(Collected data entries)
···
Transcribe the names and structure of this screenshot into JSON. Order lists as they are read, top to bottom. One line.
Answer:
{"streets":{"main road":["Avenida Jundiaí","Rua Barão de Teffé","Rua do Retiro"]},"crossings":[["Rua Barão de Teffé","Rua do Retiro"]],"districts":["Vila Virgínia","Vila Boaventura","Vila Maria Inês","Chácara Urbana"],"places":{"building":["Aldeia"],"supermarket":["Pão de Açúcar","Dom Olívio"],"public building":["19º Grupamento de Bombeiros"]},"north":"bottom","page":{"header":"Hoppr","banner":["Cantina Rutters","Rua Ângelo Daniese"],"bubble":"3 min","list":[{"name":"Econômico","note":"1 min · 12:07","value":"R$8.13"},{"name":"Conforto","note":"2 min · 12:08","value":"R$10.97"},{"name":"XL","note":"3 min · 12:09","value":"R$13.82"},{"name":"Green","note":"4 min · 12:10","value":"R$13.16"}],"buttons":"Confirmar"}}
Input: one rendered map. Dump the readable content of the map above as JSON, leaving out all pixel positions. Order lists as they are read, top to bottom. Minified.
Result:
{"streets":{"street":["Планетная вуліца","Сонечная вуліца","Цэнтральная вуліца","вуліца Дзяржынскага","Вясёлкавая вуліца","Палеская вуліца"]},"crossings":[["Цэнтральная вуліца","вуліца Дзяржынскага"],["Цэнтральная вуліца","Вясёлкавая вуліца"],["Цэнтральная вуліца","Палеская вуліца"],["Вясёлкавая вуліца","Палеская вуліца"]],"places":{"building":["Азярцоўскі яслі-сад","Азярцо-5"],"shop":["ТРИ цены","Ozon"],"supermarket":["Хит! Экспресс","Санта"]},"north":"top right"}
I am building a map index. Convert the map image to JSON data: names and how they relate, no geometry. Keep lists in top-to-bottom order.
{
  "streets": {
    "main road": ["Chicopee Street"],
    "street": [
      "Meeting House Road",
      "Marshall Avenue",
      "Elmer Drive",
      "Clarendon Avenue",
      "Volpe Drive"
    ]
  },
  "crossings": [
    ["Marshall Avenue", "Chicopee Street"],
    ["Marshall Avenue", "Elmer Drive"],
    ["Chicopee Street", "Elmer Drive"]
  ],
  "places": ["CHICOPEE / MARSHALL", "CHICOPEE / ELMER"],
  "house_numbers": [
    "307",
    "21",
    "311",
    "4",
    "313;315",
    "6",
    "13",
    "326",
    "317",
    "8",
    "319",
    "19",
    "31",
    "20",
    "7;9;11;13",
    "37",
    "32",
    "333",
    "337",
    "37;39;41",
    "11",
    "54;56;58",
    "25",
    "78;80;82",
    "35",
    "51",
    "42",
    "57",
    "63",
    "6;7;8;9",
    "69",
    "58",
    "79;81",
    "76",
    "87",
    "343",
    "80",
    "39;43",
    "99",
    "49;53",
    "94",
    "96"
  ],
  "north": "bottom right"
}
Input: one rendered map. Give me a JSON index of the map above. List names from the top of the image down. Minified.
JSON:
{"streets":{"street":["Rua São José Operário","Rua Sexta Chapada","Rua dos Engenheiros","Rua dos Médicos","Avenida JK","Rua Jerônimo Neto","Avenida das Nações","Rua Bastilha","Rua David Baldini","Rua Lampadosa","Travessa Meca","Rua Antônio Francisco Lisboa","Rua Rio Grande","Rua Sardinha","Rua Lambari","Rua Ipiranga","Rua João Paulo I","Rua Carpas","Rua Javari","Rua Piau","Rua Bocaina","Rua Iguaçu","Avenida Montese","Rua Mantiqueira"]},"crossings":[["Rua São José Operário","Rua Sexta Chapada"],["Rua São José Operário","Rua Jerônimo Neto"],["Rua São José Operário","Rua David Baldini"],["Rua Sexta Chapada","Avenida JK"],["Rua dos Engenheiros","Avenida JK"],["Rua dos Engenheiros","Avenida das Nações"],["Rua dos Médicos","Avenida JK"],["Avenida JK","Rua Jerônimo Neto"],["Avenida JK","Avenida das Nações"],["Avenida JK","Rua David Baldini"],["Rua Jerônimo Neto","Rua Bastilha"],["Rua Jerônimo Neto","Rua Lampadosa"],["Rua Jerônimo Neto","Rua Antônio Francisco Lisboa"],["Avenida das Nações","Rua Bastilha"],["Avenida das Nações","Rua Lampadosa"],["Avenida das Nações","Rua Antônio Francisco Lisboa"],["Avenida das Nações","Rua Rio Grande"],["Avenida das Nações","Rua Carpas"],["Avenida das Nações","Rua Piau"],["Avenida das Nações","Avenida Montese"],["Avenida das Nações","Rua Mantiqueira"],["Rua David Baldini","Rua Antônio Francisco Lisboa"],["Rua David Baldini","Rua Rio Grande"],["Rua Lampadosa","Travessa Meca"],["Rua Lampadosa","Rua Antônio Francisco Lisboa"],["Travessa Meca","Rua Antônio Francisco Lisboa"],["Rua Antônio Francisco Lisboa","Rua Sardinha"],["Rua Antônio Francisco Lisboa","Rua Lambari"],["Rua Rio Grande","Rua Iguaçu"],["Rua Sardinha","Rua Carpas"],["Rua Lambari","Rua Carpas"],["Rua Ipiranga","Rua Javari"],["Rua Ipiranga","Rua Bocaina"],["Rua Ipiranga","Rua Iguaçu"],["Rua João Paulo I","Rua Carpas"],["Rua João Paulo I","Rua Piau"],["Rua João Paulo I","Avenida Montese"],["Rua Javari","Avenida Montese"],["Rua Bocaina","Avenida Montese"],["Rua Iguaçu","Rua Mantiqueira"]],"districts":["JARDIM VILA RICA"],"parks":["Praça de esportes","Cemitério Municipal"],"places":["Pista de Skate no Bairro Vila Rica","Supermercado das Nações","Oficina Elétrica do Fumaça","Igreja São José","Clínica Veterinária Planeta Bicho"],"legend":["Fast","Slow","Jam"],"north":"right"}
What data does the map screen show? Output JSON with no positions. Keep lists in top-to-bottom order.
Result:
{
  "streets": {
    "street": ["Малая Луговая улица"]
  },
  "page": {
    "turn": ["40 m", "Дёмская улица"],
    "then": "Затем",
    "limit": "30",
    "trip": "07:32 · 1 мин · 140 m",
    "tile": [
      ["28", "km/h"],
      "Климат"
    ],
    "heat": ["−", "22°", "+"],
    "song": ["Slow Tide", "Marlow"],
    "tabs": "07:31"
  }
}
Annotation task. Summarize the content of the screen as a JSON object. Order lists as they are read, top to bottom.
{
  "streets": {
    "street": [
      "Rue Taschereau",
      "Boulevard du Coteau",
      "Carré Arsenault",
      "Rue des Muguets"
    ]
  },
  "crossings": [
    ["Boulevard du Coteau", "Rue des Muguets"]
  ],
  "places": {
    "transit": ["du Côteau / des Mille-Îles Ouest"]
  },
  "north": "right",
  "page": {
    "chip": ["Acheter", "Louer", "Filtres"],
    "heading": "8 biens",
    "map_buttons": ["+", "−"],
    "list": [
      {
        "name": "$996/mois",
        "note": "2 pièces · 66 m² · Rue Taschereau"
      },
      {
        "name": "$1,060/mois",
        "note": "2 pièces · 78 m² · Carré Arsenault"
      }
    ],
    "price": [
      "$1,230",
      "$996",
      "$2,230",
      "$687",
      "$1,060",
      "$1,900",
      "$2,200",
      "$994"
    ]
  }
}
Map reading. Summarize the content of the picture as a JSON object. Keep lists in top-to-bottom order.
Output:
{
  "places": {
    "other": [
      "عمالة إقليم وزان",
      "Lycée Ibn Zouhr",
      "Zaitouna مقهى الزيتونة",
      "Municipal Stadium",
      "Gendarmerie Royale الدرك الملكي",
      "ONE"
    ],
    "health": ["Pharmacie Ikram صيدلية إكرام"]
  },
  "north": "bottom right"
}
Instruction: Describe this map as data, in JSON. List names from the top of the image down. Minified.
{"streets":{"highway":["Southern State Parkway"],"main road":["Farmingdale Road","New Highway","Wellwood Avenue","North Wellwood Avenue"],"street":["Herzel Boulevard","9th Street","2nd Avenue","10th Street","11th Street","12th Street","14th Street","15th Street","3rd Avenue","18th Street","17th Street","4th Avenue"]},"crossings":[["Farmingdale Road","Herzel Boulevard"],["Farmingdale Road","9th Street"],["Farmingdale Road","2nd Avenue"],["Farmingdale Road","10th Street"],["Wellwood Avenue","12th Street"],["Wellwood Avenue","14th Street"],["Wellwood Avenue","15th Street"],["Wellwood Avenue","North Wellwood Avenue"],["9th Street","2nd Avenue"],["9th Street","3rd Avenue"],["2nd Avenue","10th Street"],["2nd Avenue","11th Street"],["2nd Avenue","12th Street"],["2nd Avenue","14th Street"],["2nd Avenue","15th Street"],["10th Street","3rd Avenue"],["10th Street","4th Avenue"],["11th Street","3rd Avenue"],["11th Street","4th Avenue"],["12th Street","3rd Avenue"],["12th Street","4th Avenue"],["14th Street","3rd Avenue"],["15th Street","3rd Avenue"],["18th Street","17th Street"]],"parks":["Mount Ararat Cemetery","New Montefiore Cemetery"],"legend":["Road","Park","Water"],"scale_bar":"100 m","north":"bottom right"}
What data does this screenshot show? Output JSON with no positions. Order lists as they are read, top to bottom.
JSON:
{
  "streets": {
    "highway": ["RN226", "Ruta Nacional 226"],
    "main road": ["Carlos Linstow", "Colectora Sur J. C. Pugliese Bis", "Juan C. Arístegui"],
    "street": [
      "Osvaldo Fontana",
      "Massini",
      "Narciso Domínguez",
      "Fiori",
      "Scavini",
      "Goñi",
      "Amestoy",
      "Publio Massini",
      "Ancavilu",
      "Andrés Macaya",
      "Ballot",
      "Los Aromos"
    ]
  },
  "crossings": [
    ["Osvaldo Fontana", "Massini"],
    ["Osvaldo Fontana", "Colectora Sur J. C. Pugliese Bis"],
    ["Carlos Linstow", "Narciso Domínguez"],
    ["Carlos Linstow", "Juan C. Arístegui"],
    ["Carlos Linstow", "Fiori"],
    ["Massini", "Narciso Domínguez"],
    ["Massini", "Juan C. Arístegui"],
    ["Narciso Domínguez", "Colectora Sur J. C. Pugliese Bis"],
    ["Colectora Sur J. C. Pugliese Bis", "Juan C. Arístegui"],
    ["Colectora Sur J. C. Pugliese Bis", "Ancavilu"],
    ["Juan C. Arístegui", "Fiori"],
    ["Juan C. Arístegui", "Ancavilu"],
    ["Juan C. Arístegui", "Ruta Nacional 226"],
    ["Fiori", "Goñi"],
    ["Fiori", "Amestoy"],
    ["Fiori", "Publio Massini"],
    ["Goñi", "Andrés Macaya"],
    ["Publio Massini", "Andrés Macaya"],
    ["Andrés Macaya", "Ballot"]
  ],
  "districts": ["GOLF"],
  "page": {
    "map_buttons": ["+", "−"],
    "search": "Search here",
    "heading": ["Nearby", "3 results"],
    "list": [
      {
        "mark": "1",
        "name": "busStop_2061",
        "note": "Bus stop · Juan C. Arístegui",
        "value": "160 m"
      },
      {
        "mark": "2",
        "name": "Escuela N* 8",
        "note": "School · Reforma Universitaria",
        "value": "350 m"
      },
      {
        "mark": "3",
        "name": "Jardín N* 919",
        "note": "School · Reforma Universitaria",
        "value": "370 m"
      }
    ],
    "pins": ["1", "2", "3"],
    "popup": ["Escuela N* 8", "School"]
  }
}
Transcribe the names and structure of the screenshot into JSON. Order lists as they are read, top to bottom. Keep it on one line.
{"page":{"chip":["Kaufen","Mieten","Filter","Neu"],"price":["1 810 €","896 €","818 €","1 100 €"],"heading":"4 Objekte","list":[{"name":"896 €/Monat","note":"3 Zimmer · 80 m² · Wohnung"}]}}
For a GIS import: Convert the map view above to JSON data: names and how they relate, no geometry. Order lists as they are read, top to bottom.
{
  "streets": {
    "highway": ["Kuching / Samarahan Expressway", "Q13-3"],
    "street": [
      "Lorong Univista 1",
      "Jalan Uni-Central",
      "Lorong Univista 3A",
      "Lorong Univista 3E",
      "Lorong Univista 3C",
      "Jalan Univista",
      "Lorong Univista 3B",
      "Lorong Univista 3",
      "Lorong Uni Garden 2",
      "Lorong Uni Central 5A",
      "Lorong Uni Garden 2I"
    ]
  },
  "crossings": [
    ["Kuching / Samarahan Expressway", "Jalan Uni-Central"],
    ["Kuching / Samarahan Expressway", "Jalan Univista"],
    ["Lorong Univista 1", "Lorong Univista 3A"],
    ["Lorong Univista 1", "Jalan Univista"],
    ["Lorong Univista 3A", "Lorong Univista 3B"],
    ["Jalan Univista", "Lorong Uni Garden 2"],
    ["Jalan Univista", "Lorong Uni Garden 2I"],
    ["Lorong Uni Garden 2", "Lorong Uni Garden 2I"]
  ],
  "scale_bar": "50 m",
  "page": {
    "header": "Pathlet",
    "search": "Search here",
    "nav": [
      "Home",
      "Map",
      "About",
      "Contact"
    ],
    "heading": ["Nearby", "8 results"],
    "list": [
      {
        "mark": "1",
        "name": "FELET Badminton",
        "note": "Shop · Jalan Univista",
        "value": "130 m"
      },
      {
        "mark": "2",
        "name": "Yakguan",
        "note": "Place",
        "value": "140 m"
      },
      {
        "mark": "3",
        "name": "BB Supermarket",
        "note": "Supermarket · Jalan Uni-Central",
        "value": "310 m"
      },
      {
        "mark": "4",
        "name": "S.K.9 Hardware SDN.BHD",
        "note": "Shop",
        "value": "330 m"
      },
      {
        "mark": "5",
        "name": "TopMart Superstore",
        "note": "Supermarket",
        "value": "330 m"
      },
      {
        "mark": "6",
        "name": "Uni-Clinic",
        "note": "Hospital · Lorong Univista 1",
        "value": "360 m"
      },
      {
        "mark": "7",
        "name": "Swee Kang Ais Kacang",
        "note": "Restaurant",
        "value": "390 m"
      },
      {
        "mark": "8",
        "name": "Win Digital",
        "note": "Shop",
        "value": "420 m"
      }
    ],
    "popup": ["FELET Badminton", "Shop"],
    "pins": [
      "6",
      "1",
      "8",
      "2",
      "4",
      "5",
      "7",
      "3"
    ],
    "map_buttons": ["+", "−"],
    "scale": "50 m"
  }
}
···
[WHAT IS BEING ASKED] Find and copy each line of the data where "index" is present.

[REPLY TO THE TASK]
I am building a map index. Convert the map image to JSON data: names and how they relate, no geometry. Keep lists in top-to-bottom order.
Input: one rendered map. Give me a JSON index of the map above. List names from the top of the image down. Minified.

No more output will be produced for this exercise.